Exercise: You are asked to repeat the listing word for word and to leave out its pictures.

Records supplied:
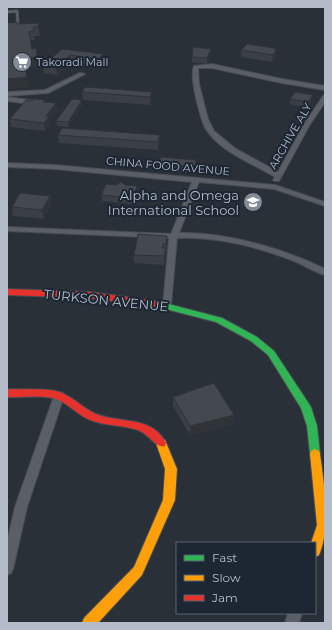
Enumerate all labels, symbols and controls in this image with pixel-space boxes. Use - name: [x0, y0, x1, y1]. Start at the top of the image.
- supermarket icon: Takoradi Mall: [11, 51, 33, 73]
- place label: Takoradi Mall: [36, 55, 108, 69]
- street label: ARCHIVE ALY: [265, 100, 315, 172]
- street label: CHINA FOOD AVENUE: [105, 154, 231, 178]
- place label: Alpha and Omega International School: [108, 187, 239, 218]
- school or university icon: Alpha and Omega International School: [242, 191, 264, 213]
- street label: TURKSON AVENUE: [43, 286, 169, 314]
- legend: [176, 542, 316, 614]
- text: Fast: [212, 550, 237, 565]
- text: Slow: [212, 570, 241, 585]
- text: Jam: [211, 590, 238, 605]

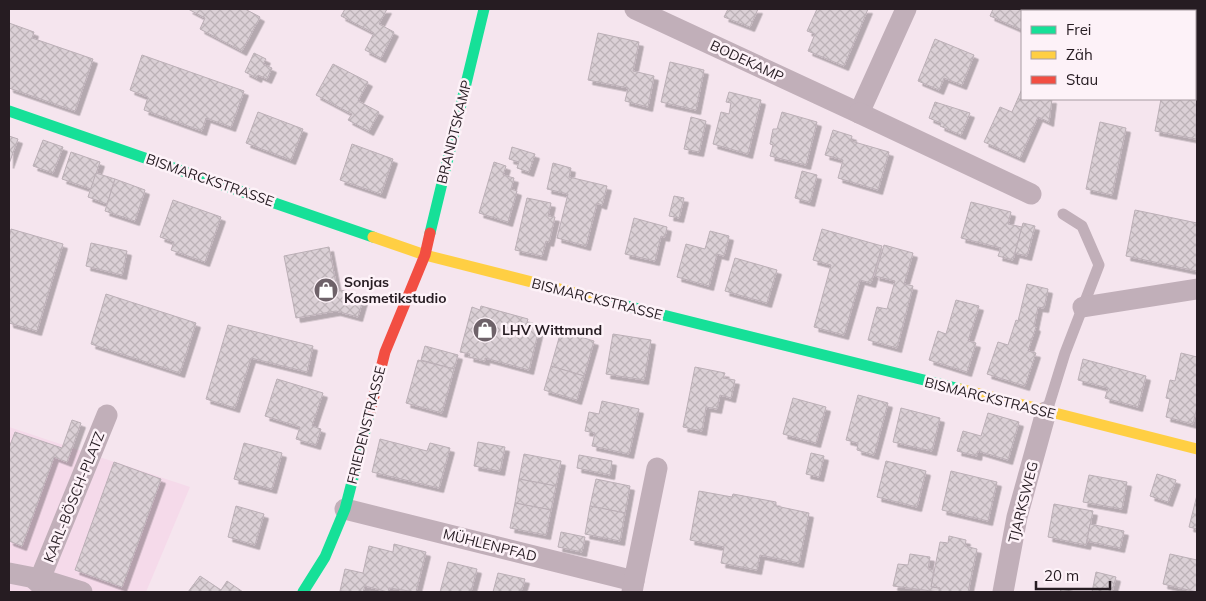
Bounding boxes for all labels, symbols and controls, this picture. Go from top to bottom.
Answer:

Solution to the problem:
Enumerate all labels, symbols and controls in this image with pixel-space boxes. Use - name: [x0, y0, x1, y1]. Start at the top of the image.
- supermarket icon: Takoradi Mall: [11, 51, 33, 73]
- place label: Takoradi Mall: [36, 55, 108, 69]
- street label: ARCHIVE ALY: [265, 100, 315, 172]
- street label: CHINA FOOD AVENUE: [105, 154, 231, 178]
- place label: Alpha and Omega International School: [108, 187, 239, 218]
- school or university icon: Alpha and Omega International School: [242, 191, 264, 213]
- street label: TURKSON AVENUE: [43, 286, 169, 314]
- legend: [176, 542, 316, 614]
- text: Fast: [212, 550, 237, 565]
- text: Slow: [212, 570, 241, 585]
- text: Jam: [211, 590, 238, 605]

Bounding boxes for all labels, symbols and controls, this picture. Go from top to bottom.
Answer:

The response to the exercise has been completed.